Make sure the money you are investing in CDs i won’t need in a short time or for unforeseen contingencies. This is because withdrawing your money immaturely will cost you more in interest than you would earn a CD.
Benefits of CDs
Your specific needs have to be considered before you decide on whether to invest in CD or not. Some of the reasons a CD could be considered are:
- Your money is insured: As said before, that the FIDC insures CDs to a tune of $250,000. This guarantees that your principal will never be lost, as said by the federal government. Due to this, Cds have fewer risks than stocks, bonds, and other volatile investments.
- Shops can be compared: Best rates can be shopped around. Better rates are offered by small banks because they need funds. Online-only banks will also offer better and higher rates than brick and mortar banks because they have lower costs. Also, higher-than-usual interest rates can be found if a sizeable amount of cash is deposited in the form of jumbo CDs.
- Better interest rates than both savings and checking accounts: Cds generally have higher interest rates than a savings account, interest-bearing checking account, and other safe investments such as money market fund or money-market accounts.
Certificate of deposit disadvantages
CDs may not fit your specific need because they aren’t for everyone. Some of the reason to avoid CDs are:
- Interest rates could rise: The risk of interest rates going up on other products during your term is possible. You can get a no-penalty CD if it looks like interest rates are rising. This will enable you to get your money back without being charged, any time after the first six days. Although they pay less than a regular CD, more than a money market.
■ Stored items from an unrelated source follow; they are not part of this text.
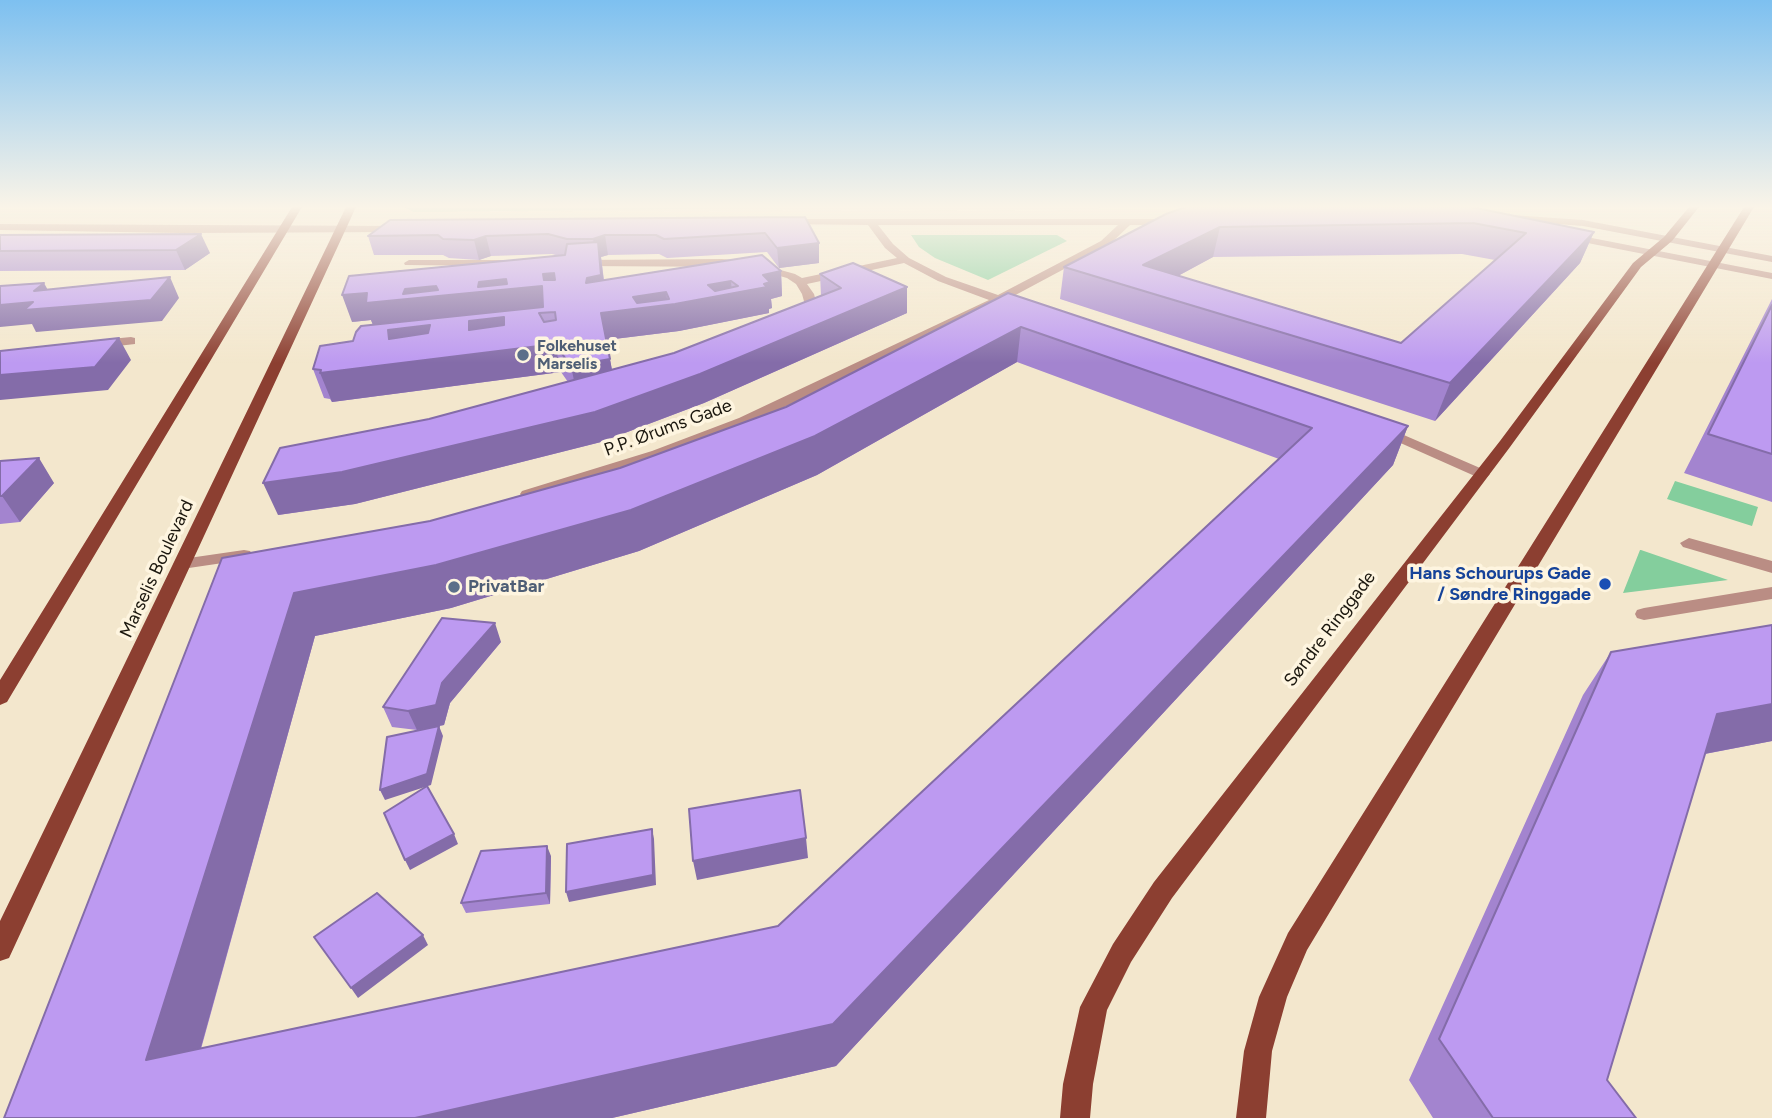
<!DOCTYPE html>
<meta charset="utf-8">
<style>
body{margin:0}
canvas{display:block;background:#f3e7cd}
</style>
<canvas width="1772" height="1118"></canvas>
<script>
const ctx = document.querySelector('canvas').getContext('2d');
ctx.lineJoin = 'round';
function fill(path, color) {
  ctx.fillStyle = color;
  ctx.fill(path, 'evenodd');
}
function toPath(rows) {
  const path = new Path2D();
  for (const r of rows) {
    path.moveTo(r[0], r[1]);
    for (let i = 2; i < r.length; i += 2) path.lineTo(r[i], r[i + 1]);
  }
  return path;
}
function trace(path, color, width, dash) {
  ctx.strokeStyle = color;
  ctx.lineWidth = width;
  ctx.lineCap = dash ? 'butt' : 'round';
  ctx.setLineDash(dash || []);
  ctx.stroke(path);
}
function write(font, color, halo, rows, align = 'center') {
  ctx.font = font + ' Figtree,sans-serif';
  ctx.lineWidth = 7;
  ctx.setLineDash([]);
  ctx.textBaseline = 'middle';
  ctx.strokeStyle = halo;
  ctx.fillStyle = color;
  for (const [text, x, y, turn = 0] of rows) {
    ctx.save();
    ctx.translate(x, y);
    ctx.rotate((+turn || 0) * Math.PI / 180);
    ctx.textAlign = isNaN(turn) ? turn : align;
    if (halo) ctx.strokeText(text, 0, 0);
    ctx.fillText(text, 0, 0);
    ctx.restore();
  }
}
const medical = toPath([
 [405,207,1101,207,1094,210,413,212]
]);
const green = toPath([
 [405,207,842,207,413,212],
 [911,235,1057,235,1067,241,988,280,935,258,919,247],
 [1675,481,1758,507,1752,526,1667,499],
 [1640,550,1641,550,1728,580,1623,593]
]);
const minor = toPath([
 [1498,214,1583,220,1772,256,1772,262,1583,226,1495,219,1495,215,1498,214],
 [784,219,1172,219,1177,222,1172,225,1130,225,1109,245,1008,299,1011,302,1009,304,999,304,749,424,662,457,534,497,522,497,520,494,522,491,652,451,739,418,989,300,938,281,904,263,807,284,814,294,819,312,807,323,801,319,807,312,802,294,796,284,787,278,747,267,580,266,575,263,580,260,722,259,748,261,795,274,802,278,897,258,885,248,868,225,781,224,781,220,784,219],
 [878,225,1118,225,1101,241,998,295,946,277,909,258,893,244,878,225],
 [0,224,399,226,404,229,399,232,182,233,0,230,0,224],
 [1566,233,1772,273,1772,279,1562,238,1561,236,1566,233],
 [409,260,503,260,508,263,503,266,405,265,404,263,409,260],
 [131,337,135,338,135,344,100,348,94,344,100,340,131,337],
 [1383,426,1487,471,1490,474,1487,477,1477,477,1378,433,1376,430,1378,427,1383,426],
 [1689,538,1772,561,1772,573,1683,547,1680,543,1689,538],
 [244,550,250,551,253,555,250,559,182,569,173,564,182,559,244,550],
 [1772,587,1772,599,1644,620,1637,618,1635,614,1637,610,1644,608,1772,587]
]);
const major = toPath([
 [292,207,302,207,7,702,0,705,0,680,292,207],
 [346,207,356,207,9,958,0,961,0,921,346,207],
 [1689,207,1699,207,1672,241,1641,267,1510,447,1172,898,1131,962,1107,1010,1093,1084,1090,1118,1060,1118,1063,1084,1080,1007,1113,944,1154,882,1500,441,1633,263,1664,237,1689,207],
 [1744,207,1754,207,1307,950,1287,997,1272,1051,1266,1118,1236,1118,1244,1051,1259,997,1288,933,1744,207]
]);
const wall = toPath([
 [1471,207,1594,232,1580,263,1435,421,1060,299,1064,267,1166,214],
 [1462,254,1495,260,1401,343,1178,276,1213,257],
 [805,217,819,243,819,263,779,268,767,252,667,258,659,254,608,255,601,257,604,280,781,271,782,296,771,299,772,308,769,309,769,313,679,331,606,340,612,370,674,353,821,296,820,274,907,313,704,403,601,442,355,504,278,515,429,419,568,382,561,372,332,402,330,399,324,398,313,369,353,341,373,325,371,320,352,322,559,256,552,254,491,256,479,260,449,258,443,255,374,255,368,236],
 [0,235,210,253,185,270,0,271],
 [1008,293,1408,426,1393,465,836,1066,612,1118,4,1118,222,558,430,521,620,468,786,407],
 [1017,362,1279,459,778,926,201,1049,315,636,451,608,639,551,817,475],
 [1772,299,1772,502,1684,473],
 [0,461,54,483,20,522,0,524],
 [501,642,450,703,444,725,417,730,392,727,383,707],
 [1611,652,1772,741,1705,754,1607,1080,1636,1118,1433,1118,1409,1080,1583,695],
 [551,856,550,904,466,913,461,903]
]);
const shadedWall = toPath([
 [1220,227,1213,257,1148,292,1143,265],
 [1594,232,1580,263,1435,421,1450,383],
 [201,234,210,253,185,270,176,250],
 [605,235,608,255,601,257,606,301,586,283,587,278,597,259,593,239],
 [486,236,491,256,479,260,474,240],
 [819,243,819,263,779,268,777,248],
 [781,271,782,296,771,299,772,308,769,309,769,313,679,331,606,340,601,313,633,297,666,292,668,305,708,285,731,281,732,293,763,275],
 [554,273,559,299,544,280,543,274],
 [170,277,179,298,162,321,36,332,32,324,0,327,0,305,33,302,34,291,44,283,55,303],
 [506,279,542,286,548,312,375,330,371,320,352,322,342,295,367,293,403,294,405,289,436,286,478,287,479,282],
 [907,287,907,313,704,403,601,442,355,504,278,515,263,483],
 [504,317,555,344,561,372,332,402,320,373,389,339,388,330,430,325,469,330,469,321],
 [1021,327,1017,362,817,475,639,551,451,608,315,636,186,1101,146,1060,294,593],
 [119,338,131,360,108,390,0,400,0,375],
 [610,359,615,387,577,395,571,366],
 [1408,426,1393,465,836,1066,612,1118,415,1118,833,1024],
 [39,458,54,483,20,522,2,496],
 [495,623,501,642,450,703,444,725,417,730,408,711,442,683],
 [1772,704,1772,741,1683,758,1717,714],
 [439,726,443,736,431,785,385,800,380,790],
 [652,829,654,839,656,885,569,902,566,892],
 [454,834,458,844,410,870,405,860],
 [806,838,808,858,697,880,693,861],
 [547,846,551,856,550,904,546,893],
 [423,935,428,945,358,998,351,988]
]);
const building = toPath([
 [1185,207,1471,207,1594,232,1450,383,1064,267,1166,214,1185,207],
 [1473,223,1526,233,1401,343,1143,265,1220,227,1473,223],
 [805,217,819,243,777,248,765,233,664,239,656,235,605,235,593,239,567,239,548,234,486,236,474,240,443,239,438,235,368,236,390,220,805,217],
 [201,234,176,250,0,251,0,235,201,234],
 [598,242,601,275,587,278,586,283,762,255,781,271,763,275,770,282,764,284,767,287,675,304,601,313,610,359,571,366,555,344,320,373,321,370,313,369,320,346,353,341,356,332,361,326,543,307,542,286,366,303,367,293,342,295,349,276,565,255,567,244,598,242],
 [554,273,555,280,544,280,543,274,554,273],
 [506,279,507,284,478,287,479,282,506,279],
 [731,281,738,286,715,291,708,285,731,281],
 [436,286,438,290,403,294,405,289,436,286],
 [666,292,669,299,637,303,633,297,666,292],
 [555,312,556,320,544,322,539,313,555,312],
 [504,317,504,325,469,330,469,321,504,317],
 [430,325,428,333,389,339,388,330,430,325],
 [853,263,907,287,700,374,595,412,342,472,263,483,280,448,429,419,674,353,841,288,820,274,853,263],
 [170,277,151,300,24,310,33,302,0,305,0,286,44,283,34,291,170,277],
 [1008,293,1408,426,833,1024,415,1118,4,1118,222,558,430,521,620,468,786,407,1008,293],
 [1021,327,1312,428,778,926,146,1060,294,593,436,565,631,510,815,436,1021,327],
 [1772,305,1772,454,1708,434,1772,305],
 [119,338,95,367,0,375,0,351,119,338],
 [39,458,2,496,0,496,0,461,39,458],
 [442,618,495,623,442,683,436,705,408,711,383,707,442,618],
 [1772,625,1772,704,1717,714,1607,1080,1636,1118,1493,1118,1439,1039,1611,652,1772,625],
 [439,726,427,774,380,790,387,737,439,726],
 [427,786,454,834,405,860,384,813,427,786],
 [800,790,806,838,693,861,689,809,800,790],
 [652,829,653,875,566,892,567,844,652,829],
 [547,846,546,893,461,903,481,851,547,846],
 [377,893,423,935,351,988,314,937,377,893]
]);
const markers = [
 [523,355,7,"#5c6f8a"],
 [1605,584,7,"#1a4fb4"],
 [454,587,7,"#5c6f8a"]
];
const farServicenames = [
 ["Folkehuset",537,346],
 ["Marselis",537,364]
];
const streetNames = [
 ["P.P. Ørums Gade",668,428,-20],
 ["Marselis Boulevard",157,569,-65],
 ["Søndre Ringgade",1330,629,-53]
];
const transitNames = [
 ["Hans Schourups Gade",1591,574],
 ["/ Søndre Ringgade",1591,595]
];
const serviceNames = [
 ["PrivatBar",468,587]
];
fill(medical, '#eddacb');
fill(green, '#84ce9d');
fill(minor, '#ba8d84');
fill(major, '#8c3f31');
fill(wall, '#a384cf');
fill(shadedWall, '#846ca9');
fill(building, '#bd9af1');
trace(building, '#846ca9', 2);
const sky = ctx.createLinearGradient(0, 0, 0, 363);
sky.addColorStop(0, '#7dc0f0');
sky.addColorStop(0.57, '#faf4e8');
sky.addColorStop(1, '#faf4e800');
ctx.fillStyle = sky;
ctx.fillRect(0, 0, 1772, 363);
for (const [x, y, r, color] of markers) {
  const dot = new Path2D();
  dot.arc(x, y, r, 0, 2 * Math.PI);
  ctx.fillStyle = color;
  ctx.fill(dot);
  trace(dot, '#fef5e0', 2.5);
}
write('bold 16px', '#4e5e75', '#fef5e0', farServicenames, 'left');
write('18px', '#1b170e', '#fef5e0', streetNames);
write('bold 18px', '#164399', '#fef5e0', transitNames, 'right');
write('bold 18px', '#4e5e75', '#fef5e0', serviceNames, 'left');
</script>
- Early withdrawal fees: One of the main disadvantages of CDs is that your money is stuck or tied down for the entire life span of the certificate. If you need to withdraw your money before its maturity date, then you have to pay a penalty fee. However, several types of CDs provide a certain amount of flexibility, so al ask your bank about the available options.
- APYs lag behind inflation: CDs don’t normally pay enough to keep up with the rate of inflation. Your standard of living will be lost over time if CDs are the only things you are investing on. The best way to keep ahead of inflation is to invest in stocks, but that is too risky, all your investments could be lost before you know it. A slightly higher return without risk could be gotten with Treasury inflation-protected securities or i-bonds. But your money will be lost if there is deflation.